_WHAT TO WORK ON:_ Below are some records: retype them all exactly, but not the pictures.

Data entries
- - - -

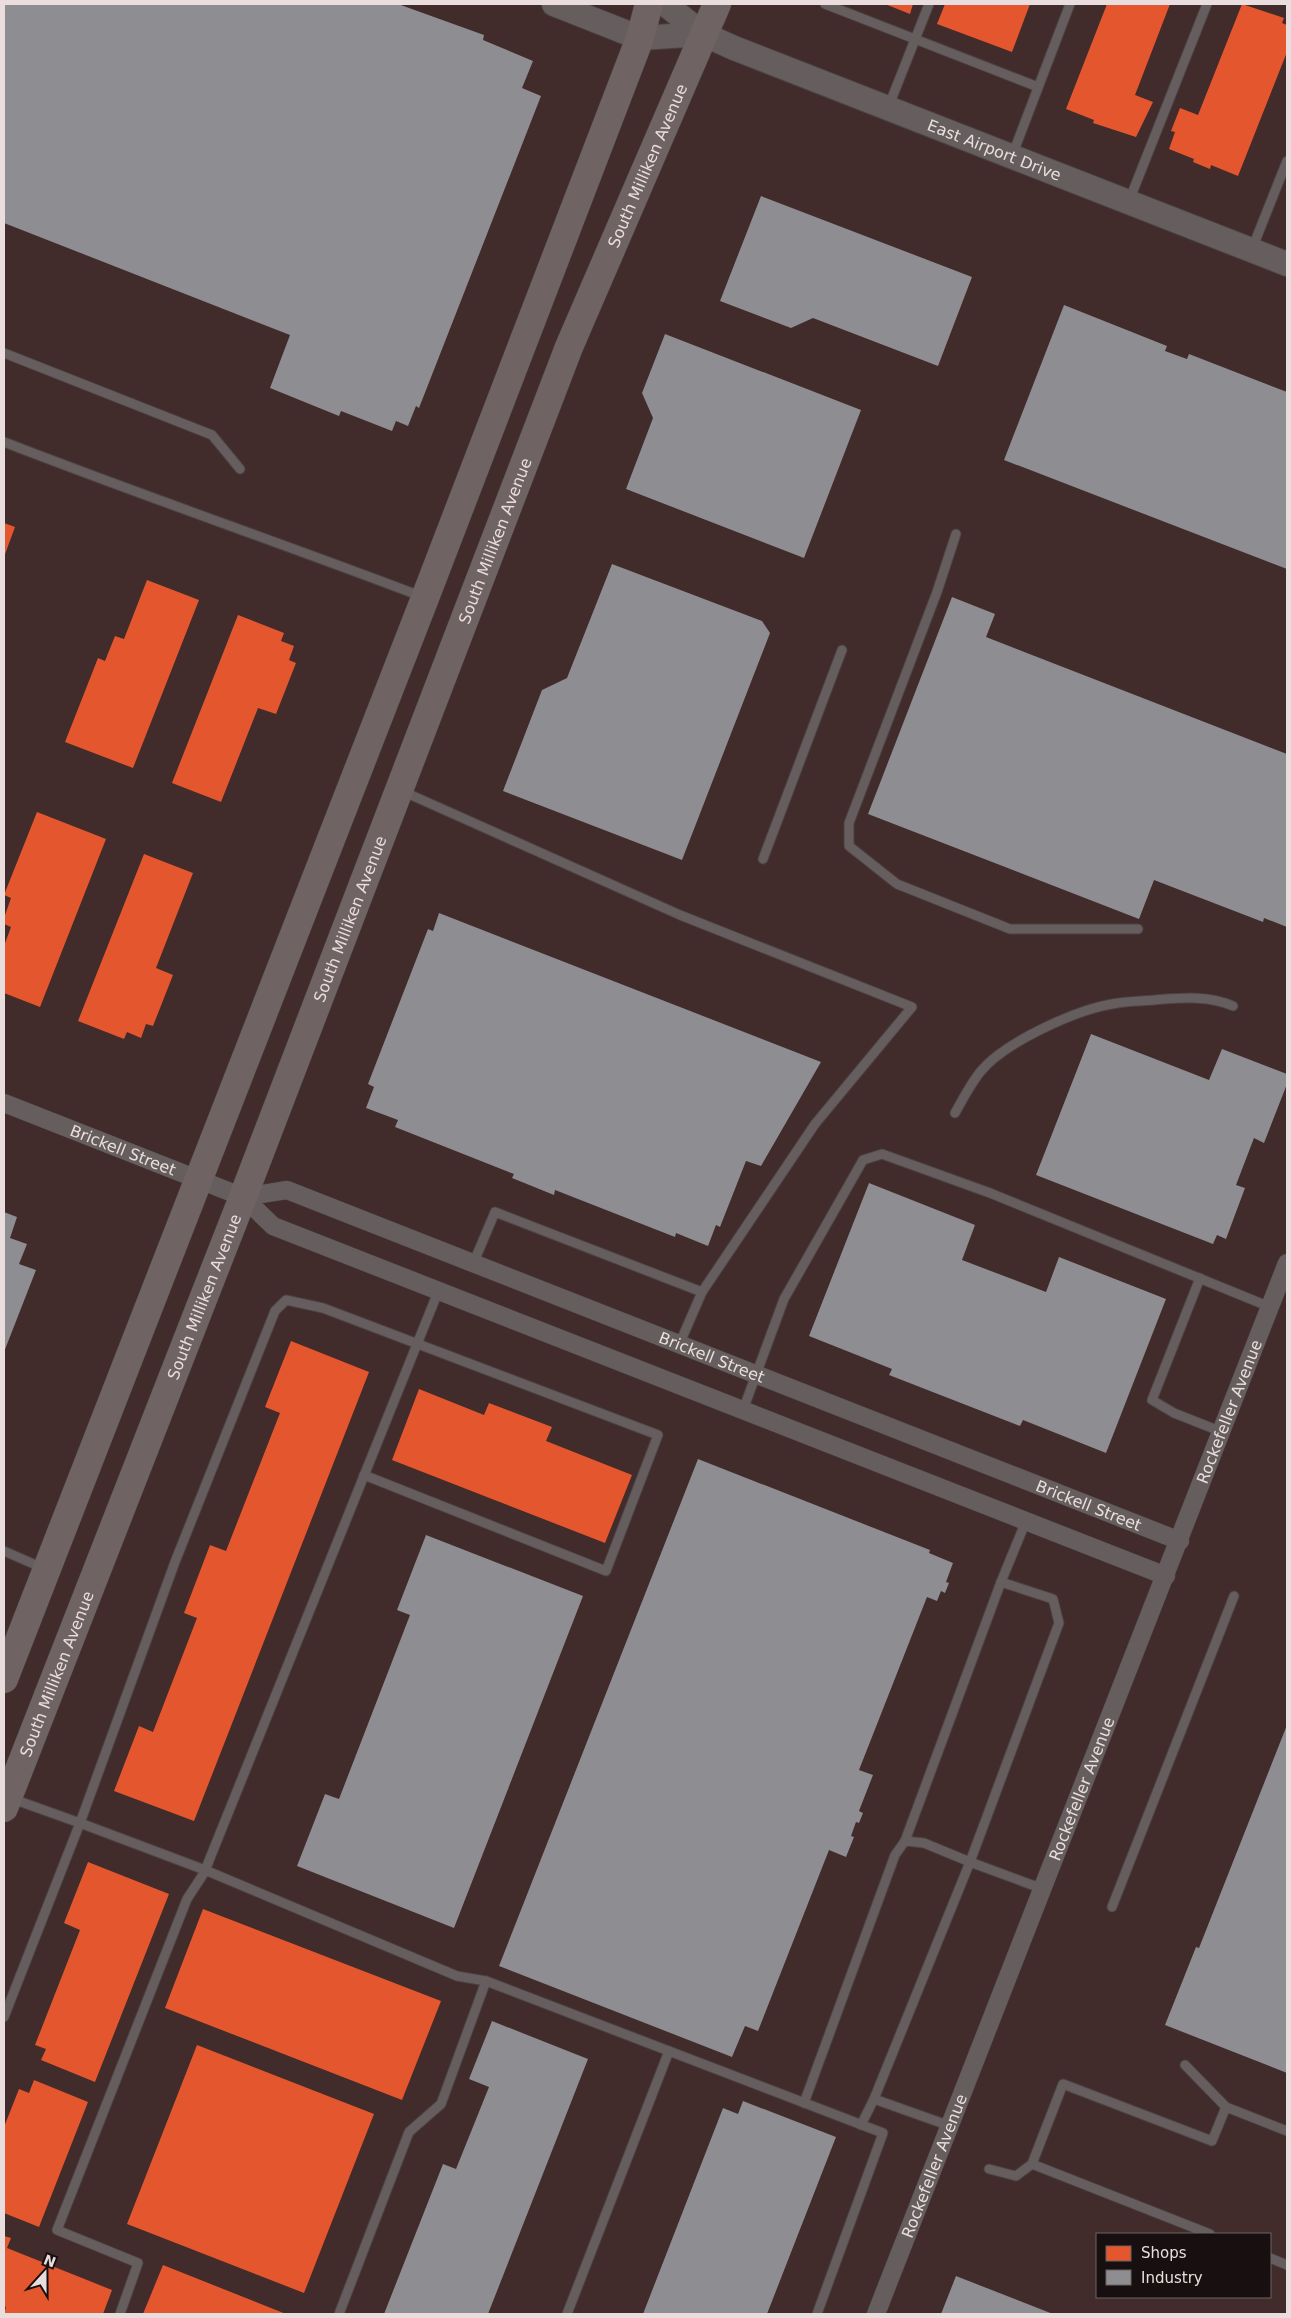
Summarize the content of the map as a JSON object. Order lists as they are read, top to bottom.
{
  "streets": {
    "main road": ["East Airport Drive", "South Milliken Avenue"],
    "street": ["Brickell Street", "Rockefeller Avenue"]
  },
  "crossings": [
    ["East Airport Drive", "South Milliken Avenue"],
    ["South Milliken Avenue", "Brickell Street"],
    ["Brickell Street", "Rockefeller Avenue"]
  ],
  "legend": ["Shops", "Industry"],
  "north": "top"
}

- - - -

_EXERCISE ANSWER:_
Summarize the content of the map as a JSON object. Order lists as they are read, top to bottom.
{
  "streets": {
    "main road": ["East Airport Drive", "South Milliken Avenue"],
    "street": ["Brickell Street", "Rockefeller Avenue"]
  },
  "crossings": [
    ["East Airport Drive", "South Milliken Avenue"],
    ["South Milliken Avenue", "Brickell Street"],
    ["Brickell Street", "Rockefeller Avenue"]
  ],
  "legend": ["Shops", "Industry"],
  "north": "top"
}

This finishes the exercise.